Auslander is zonder meer een begenadigd schrijver, die zeer vermakelijk en aanstekelijk over de pijnlijke details van zijn orthodoxe opvoeding weet te vertellen. De wijze waarop hij in de openingsscène van het boek deze vorming weet te ridiculiseren getuigt van dit grote schrijverstalent. Tegelijkertijd weet het boek het niveau van het begin niet vast te houden. De vlijmscherpe humor wordt na verloop van tijd zelfs monotoon: de schrijver blijft putten uit voorbeelden die hij ook in het begin al gebruikte, zoals Mozes die het beloofde land niet in mag, omdat hij ooit op een rots geslagen heeft en Sarah die, omdat ze lachte, op onvruchtbaarheid getrakteerd werd. Op zich is er niets tegen zo’n herhaling: wanneer dit met vakmanschap gedaan wordt, kan een dergelijk voorbeeld uitgroeien tot een motief dat gaandeweg het verhaal met steeds meer betekenis omkleed wordt. Een schrijver als Jeroen Brouwers is hier een meester in. Maar Shalom Auslander beheerst deze kunst niet.

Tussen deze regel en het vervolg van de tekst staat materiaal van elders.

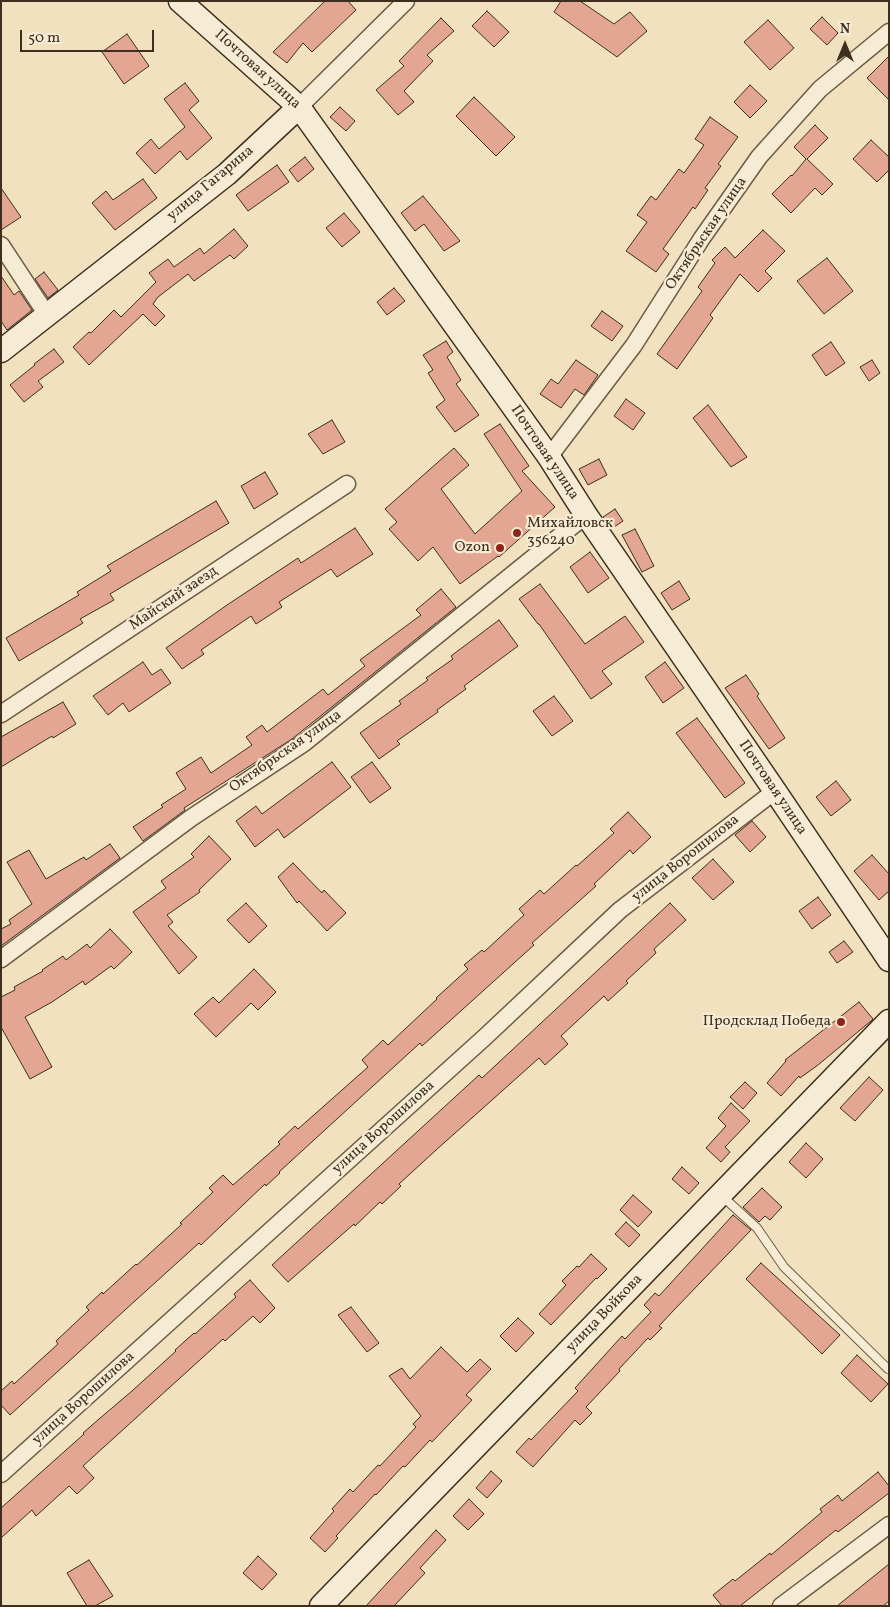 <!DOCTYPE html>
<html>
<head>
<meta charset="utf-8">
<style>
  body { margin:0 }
  #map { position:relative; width:890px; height:1607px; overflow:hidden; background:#f1e1be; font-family:Vollkorn,serif }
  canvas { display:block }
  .frame { position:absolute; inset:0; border:2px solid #3e2e1d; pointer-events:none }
  .north { position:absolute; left:820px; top:20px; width:50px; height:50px; -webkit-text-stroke:4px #f6ecd5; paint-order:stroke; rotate:0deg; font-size:14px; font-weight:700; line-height:20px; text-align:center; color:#3e2e1d }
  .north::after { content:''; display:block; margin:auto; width:18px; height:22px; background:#3e2e1d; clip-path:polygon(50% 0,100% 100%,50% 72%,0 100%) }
  .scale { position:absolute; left:20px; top:30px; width:134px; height:22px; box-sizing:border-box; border:2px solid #3e2e1d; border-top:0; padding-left:6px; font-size:15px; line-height:18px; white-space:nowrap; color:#3e2e1d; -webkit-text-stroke:4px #f6ecd5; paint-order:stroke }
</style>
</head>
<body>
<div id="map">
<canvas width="890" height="1607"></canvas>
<div class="frame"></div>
<div class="north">N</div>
<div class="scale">50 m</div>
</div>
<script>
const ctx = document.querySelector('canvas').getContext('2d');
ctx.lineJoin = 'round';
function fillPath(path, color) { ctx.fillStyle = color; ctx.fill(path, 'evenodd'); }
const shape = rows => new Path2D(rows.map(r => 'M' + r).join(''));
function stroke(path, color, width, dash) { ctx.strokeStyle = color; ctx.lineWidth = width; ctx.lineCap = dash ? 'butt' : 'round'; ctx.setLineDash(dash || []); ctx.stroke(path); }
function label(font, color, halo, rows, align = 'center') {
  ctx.font = font + ' Vollkorn,serif'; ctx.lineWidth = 4.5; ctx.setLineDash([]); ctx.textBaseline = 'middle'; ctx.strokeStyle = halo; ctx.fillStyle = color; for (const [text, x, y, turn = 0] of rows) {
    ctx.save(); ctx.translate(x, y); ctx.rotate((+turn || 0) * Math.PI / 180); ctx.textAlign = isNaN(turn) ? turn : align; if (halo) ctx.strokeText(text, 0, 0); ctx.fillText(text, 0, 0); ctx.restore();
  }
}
const building = shape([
  [325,1,348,1,356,10,312,52,303,43,287,63,273,52,325,1],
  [561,1,580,1,614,24,630,12,647,31,617,57,554,12,561,1],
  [487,11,509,32,494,47,472,26,487,11],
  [822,17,838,33,827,45,810,29,822,17],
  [441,18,454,31,427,55,433,61,404,91,414,102,398,115,376,90,404,66,399,61,441,18],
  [768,20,794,48,770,70,744,42,768,20],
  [127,34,149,66,124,84,102,52,127,34],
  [889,56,889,100,867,78,889,56],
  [185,83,199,101,189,110,212,138,187,160,180,151,155,174,136,153,151,139,159,149,185,127,164,99,185,83],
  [750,85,767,101,750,118,734,102,750,85],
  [474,97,515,137,496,156,456,116,474,97],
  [340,107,355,121,346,131,330,117,340,107],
  [710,117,738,137,718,164,721,166,705,188,708,190,695,209,693,207,663,249,669,254,656,272,626,251,647,222,637,215,651,196,656,200,679,169,684,173,704,145,695,139,710,117],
  [815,125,828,138,807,159,833,184,822,195,815,188,791,213,772,194,791,175,792,176,806,159,794,147,815,125],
  [871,140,889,157,889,170,877,182,853,159,871,140],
  [305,157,314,169,298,182,289,170,305,157],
  [277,165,289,182,248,211,236,195,277,165],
  [143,179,157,198,115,230,92,203,106,191,113,200,143,179],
  [1,188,21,217,1,230,1,188],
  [423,196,460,241,444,251,424,224,415,231,401,213,423,196],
  [344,213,360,232,342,247,326,228,344,213],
  [234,229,248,246,234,259,230,255,194,281,188,274,158,297,153,304,165,316,155,326,143,314,89,365,73,347,89,332,91,333,114,310,121,317,156,282,149,273,168,259,174,267,200,248,204,254,234,229],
  [763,230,785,251,765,271,772,278,758,292,740,274,710,315,713,318,677,369,657,354,702,291,698,287,715,263,712,260,725,247,735,258,763,230],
  [827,258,853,291,824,314,797,281,827,258],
  [44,272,58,290,48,298,35,279,44,272],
  [1,276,14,295,19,291,32,310,7,330,1,321,1,276],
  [394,288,405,301,387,315,377,302,394,288],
  [602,311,623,326,612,341,591,326,602,311],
  [446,341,453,352,447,357,461,380,456,384,479,415,455,432,436,407,445,400,428,373,433,370,423,355,446,341],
  [831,342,845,363,826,376,812,355,831,342],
  [54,349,64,362,38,381,43,387,24,402,10,385,35,365,34,364,54,349],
  [576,360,598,375,584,395,575,389,561,408,540,394,551,379,558,384,576,360],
  [872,360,880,373,869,381,860,367,872,360],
  [626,399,645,413,633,430,614,416,626,399],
  [708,405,747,457,731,467,693,418,708,405],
  [332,420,345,442,323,454,308,434,332,420],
  [500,424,529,466,522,471,555,507,499,557,498,556,460,584,433,547,418,561,389,529,397,522,385,509,454,448,469,465,441,489,475,534,522,491,484,434,500,424],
  [599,459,607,475,588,485,579,469,599,459],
  [265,472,278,494,254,509,241,486,265,472],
  [216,501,229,523,110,594,114,600,80,619,83,623,19,661,6,638,79,595,77,592,111,571,107,566,216,501],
  [615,509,623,521,611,529,603,517,615,509],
  [355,528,373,554,337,577,331,569,279,602,282,607,256,624,251,616,201,650,204,654,182,669,166,648,227,605,298,558,301,563,355,528],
  [635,529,654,566,642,572,622,535,635,529],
  [590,552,609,578,588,593,570,567,590,552],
  [679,581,690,599,672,610,661,593,679,581],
  [540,584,585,644,625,616,644,642,602,671,612,684,591,699,539,624,538,624,519,599,540,584],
  [441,589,456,607,292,739,184,808,185,810,143,841,133,827,163,807,161,805,186,789,176,773,201,757,211,773,252,745,246,737,262,725,267,732,323,689,328,695,365,666,360,660,421,615,416,610,441,589],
  [499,620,518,646,464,686,466,689,437,710,438,712,397,741,400,744,379,759,360,733,401,704,399,701,428,680,426,678,453,659,451,656,499,620],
  [143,662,152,675,161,669,171,683,129,712,123,703,108,715,93,696,143,662],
  [665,662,684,688,663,703,645,677,665,662],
  [746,675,759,694,757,696,785,738,769,749,725,688,746,675],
  [554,696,573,721,552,736,533,711,554,696],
  [63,702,76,724,53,738,52,736,1,767,1,737,63,702],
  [697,718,745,783,725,798,676,733,697,718],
  [332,762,351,787,284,838,278,829,255,847,236,821,256,806,262,814,332,762],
  [372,762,391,788,370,803,351,777,372,762],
  [836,781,851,800,831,816,816,797,836,781],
  [628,812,651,837,633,854,630,850,594,884,596,886,532,943,534,945,422,1046,420,1043,279,1172,280,1173,266,1186,265,1184,201,1245,199,1243,136,1300,10,1415,1,1405,1,1391,12,1381,14,1384,58,1344,56,1341,89,1310,86,1307,102,1292,103,1294,136,1264,137,1265,182,1224,180,1223,213,1192,209,1188,223,1175,233,1185,280,1144,278,1142,295,1126,298,1129,368,1067,362,1060,383,1040,388,1045,437,999,436,998,468,969,464,965,482,950,484,952,524,915,519,909,540,890,544,894,576,865,577,866,614,833,610,829,628,812],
  [752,821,766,837,750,852,735,835,752,821],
  [209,836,231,859,199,890,200,892,167,915,173,922,168,926,197,957,179,974,133,912,166,888,161,881,194,857,191,854,209,836],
  [110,844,120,858,1,946,1,929,11,924,9,920,32,904,7,862,29,850,46,879,84,857,86,860,110,844],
  [872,855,889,874,889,891,879,900,854,871,872,855],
  [713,859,734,882,713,900,692,878,713,859],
  [293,863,322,893,324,890,346,913,327,931,299,901,297,903,278,877,293,863],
  [818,897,831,915,812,929,799,911,818,897],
  [246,903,267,926,249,943,227,920,246,903],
  [670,903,686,920,654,949,656,953,626,981,628,983,608,1001,604,996,561,1036,568,1044,545,1065,539,1058,435,1151,399,1184,401,1186,382,1204,380,1202,355,1226,354,1224,288,1282,272,1265,479,1075,482,1078,670,903],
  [110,929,132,952,114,969,111,966,85,985,83,981,52,1002,25,1017,52,1067,30,1079,1,1027,1,997,15,990,14,987,43,971,42,970,63,956,66,960,87,944,90,948,110,929],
  [844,941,853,952,837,963,829,952,844,941],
  [254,969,276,992,258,1010,251,1003,216,1037,194,1014,213,997,219,1003,254,969],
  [859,1002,873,1019,871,1021,818,1065,800,1078,799,1076,781,1096,767,1083,786,1061,785,1060,859,1002],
  [869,1077,883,1090,855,1121,840,1108,869,1077],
  [745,1082,757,1093,743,1109,730,1097,745,1082],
  [731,1103,750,1121,725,1147,730,1152,721,1162,706,1148,726,1126,718,1118,731,1103],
  [806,1143,823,1159,806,1178,789,1162,806,1143],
  [682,1167,699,1183,689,1194,672,1179,682,1167],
  [762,1188,782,1207,770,1220,765,1216,759,1222,743,1207,762,1188],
  [633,1195,652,1212,638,1227,620,1210,633,1195],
  [733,1215,751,1230,674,1310,659,1326,662,1328,650,1340,648,1338,619,1369,620,1371,586,1407,592,1413,580,1425,575,1420,533,1467,516,1452,529,1438,531,1440,578,1391,575,1388,622,1336,625,1339,651,1312,644,1305,655,1293,659,1296,733,1215],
  [626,1222,640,1235,629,1247,615,1234,626,1222],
  [591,1254,607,1269,597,1279,596,1278,551,1325,539,1314,566,1285,562,1281,577,1266,579,1267,591,1254],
  [761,1263,840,1335,822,1354,746,1279,761,1263],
  [250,1280,275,1308,260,1323,253,1316,225,1341,223,1339,83,1466,94,1478,77,1494,69,1486,36,1516,32,1510,1,1538,1,1508,84,1434,83,1433,99,1419,132,1391,176,1351,175,1350,194,1333,195,1334,236,1297,234,1294,250,1280],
  [351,1307,379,1343,367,1352,338,1315,351,1307],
  [518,1318,534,1333,516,1352,500,1336,518,1318],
  [441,1347,467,1372,480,1359,491,1369,466,1395,472,1400,432,1442,430,1440,405,1467,403,1466,376,1495,375,1494,336,1536,338,1538,325,1552,310,1538,334,1511,332,1509,350,1489,353,1492,378,1465,380,1466,416,1427,413,1424,421,1416,389,1376,402,1368,410,1379,441,1347],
  [857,1355,888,1384,871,1402,841,1373,857,1355],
  [491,1471,502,1481,487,1498,476,1488,491,1471],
  [878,1472,889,1486,889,1493,838,1532,836,1530,740,1606,722,1606,713,1595,733,1579,735,1581,770,1553,771,1555,822,1512,820,1509,838,1495,842,1501,878,1472],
  [469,1499,484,1514,468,1530,453,1516,469,1499],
  [436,1530,446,1540,420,1568,425,1573,394,1606,366,1606,436,1530],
  [258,1556,277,1574,262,1590,243,1573,258,1556],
  [89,1560,113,1596,95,1606,87,1606,67,1573,89,1560],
  [889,1564,889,1601,883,1606,837,1606,889,1564]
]);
const service = shape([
  [722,1196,757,1228,784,1267,888,1369]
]);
const minor = shape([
  [299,107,406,1],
  [1,245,47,315],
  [549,457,634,345,702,238,759,157,820,89,889,32],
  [1,714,347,484],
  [1,959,191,818,304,743,586,515],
  [1,1474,485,1037,620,910,775,791],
  [781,1606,889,1525]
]);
const secondary = shape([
  [180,1,299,107,549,457,586,515,775,791,889,960],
  [1,351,227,174,299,107],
  [321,1606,889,1021]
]);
const markers = [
  [517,533,5,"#8f2418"],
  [500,548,5,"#8f2418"],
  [841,1022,5,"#8f2418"]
];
const streetNames = [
  ["Почтовая улица",257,70,42],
  ["улица Гагарина",211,184,-40],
  ["Октябрьская улица",707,234,-56],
  ["Почтовая улица",544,453,56],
  ["Майский заезд",174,599,-34],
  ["Октябрьская улица",286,752,-35],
  ["Почтовая улица",772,788,56],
  ["улица Ворошилова",686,859,-38],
  ["улица Ворошилова",384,1128,-42],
  ["улица Войкова",605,1314,-46],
  ["улица Ворошилова",84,1399,-42]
];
const poiNames = [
  ["Михайловск",527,524,"left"],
  ["356240",527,541,"left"],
  ["Ozon",490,548],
  ["Продсклад Победа",831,1022]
];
fillPath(building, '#e3a693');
stroke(building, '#3e2e1d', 1);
stroke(service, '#6b5b45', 10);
stroke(minor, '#6b5b45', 19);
stroke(secondary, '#3e2e1d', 25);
stroke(service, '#f6ecd5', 8);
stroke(minor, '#f6ecd5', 16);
stroke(secondary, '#f6ecd5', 22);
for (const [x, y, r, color] of markers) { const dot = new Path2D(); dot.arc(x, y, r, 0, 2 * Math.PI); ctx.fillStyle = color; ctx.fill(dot); stroke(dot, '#f6ecd5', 2); }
label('15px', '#3e2e1d', '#f6ecd5', streetNames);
label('15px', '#3e2e1d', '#f6ecd5', poiNames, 'right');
</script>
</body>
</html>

De herhaling voegt maar weinig toe aan het energieke begin. Dit eendimensionale karakter van de roman is dodelijk voor de aanklacht tegen een religieuze opvoeding die de inzet van het verhaal is: de overtuigende klacht verwordt door de te lang volgehouden monotone luchtigheid tot een ongeloofwaardige klucht.

Ter verdediging van Auslander kan gezegd worden dat de eerste aanzet tot een verdieping van zijn klaaglied wel te vinden is. Zo komt hier en daar de diepe leegte aan het licht die, volgens de Nobelprijswinnaar Isaac Singer, gevoeld en geleefd wordt wanneer iemand de religieuze wereld waarin hij is opgevoed heeft verlaten. Deze leegte dwingt de mens tot een gedesoriënteerd nomadenbestaan, zoals Shalom opmerkt: “We zijn allemaal verdwaald, allemaal in onze eigen, angstaanjagende, belachelijke woestijn, die zich tot in de eeuwigheid voor ons uit lijkt te strekken.”

Een vergelijking met de onvolprezen Singer laat misschien wel het duidelijkst zien wat Auslanders schrijverschap op dit moment nog ontbeert. Het schrijftalent is in overvloed aanwezig, maar het vermogen om een zekere afstand tot zichzelf te nemen ontbreekt nog. Deze afstand zou Auslander wellicht in staat stellen niet alleen met geslepen humor, maar ook met een zekere waardigheid en weemoed terug te kijken op de wereld die hij achter zich liet. Dit zou zijn klacht de broodnodige dubbelzinnigheid kunnen verlenen waardoor, bijvoorbeeld, duidelijk zou worden dat de bevrijding van de misvorming die hij in zijn jeugd heeft moeten ondergaan ook altijd en desondanks een verlies inhoudt. Misschien dat Auslander dit in zijn toekomstige werk weet te bereiken. Tot dat moment is zijn werk nog te oppervlakkig om klaaglied te mogen heten.